┌─ SUPPLIED DATA

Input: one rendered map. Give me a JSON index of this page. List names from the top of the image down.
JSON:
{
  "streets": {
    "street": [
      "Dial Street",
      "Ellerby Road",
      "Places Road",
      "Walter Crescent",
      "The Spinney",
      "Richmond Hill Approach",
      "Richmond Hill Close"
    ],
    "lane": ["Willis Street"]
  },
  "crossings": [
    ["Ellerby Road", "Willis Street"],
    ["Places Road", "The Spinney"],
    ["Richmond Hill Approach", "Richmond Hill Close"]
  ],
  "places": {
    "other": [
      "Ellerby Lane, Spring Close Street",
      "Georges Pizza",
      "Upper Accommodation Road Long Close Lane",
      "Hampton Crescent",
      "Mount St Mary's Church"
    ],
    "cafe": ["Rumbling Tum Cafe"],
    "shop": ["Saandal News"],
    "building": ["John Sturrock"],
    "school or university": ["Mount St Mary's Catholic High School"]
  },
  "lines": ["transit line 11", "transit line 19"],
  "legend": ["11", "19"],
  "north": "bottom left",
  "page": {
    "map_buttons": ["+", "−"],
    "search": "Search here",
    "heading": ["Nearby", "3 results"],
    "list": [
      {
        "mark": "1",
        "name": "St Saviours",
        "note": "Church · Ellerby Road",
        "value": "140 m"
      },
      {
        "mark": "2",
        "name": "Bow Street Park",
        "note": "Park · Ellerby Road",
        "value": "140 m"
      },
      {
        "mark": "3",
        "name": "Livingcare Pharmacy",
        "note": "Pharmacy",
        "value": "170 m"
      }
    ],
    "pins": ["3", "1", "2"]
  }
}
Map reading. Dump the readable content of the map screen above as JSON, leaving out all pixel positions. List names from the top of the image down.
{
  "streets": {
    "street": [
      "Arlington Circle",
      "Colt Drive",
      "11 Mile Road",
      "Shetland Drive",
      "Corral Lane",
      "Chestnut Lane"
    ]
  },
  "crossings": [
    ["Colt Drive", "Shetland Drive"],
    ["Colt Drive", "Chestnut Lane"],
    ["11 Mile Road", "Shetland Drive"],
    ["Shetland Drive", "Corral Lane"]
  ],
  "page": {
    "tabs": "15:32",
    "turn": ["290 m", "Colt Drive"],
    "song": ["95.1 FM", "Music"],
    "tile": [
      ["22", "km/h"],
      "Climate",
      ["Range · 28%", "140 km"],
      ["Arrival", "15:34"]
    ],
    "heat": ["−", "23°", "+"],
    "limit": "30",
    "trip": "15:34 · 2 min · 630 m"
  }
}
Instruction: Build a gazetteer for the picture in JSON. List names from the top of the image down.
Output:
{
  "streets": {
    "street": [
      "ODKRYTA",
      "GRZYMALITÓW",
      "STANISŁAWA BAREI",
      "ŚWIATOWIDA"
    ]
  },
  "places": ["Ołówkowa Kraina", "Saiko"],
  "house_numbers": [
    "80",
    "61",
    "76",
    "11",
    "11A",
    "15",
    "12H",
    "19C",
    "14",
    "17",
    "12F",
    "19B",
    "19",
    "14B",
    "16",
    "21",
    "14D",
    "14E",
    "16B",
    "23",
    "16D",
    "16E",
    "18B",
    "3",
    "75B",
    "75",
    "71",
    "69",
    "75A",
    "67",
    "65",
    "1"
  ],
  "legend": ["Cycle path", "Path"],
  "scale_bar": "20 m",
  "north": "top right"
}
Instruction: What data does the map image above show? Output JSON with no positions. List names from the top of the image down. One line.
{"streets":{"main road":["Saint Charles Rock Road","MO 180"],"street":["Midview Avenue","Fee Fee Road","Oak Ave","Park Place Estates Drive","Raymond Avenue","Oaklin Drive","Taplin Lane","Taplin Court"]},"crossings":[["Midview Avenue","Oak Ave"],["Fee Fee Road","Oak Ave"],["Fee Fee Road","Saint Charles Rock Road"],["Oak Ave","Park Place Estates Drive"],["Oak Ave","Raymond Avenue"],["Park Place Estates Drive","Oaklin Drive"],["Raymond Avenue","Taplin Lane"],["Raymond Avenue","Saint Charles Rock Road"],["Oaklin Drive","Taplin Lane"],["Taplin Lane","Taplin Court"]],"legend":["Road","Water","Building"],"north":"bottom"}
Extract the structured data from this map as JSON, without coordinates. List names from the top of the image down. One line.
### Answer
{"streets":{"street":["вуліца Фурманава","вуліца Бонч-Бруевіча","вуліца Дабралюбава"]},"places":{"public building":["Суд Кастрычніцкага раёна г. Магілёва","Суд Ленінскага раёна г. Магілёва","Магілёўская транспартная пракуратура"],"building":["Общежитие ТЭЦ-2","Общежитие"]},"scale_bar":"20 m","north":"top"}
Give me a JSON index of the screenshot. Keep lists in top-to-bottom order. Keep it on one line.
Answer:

└─

WORK INSTRUCTION:
Answer with a single number: how many lines in the data above have the string "index" in them?

RESULT:
2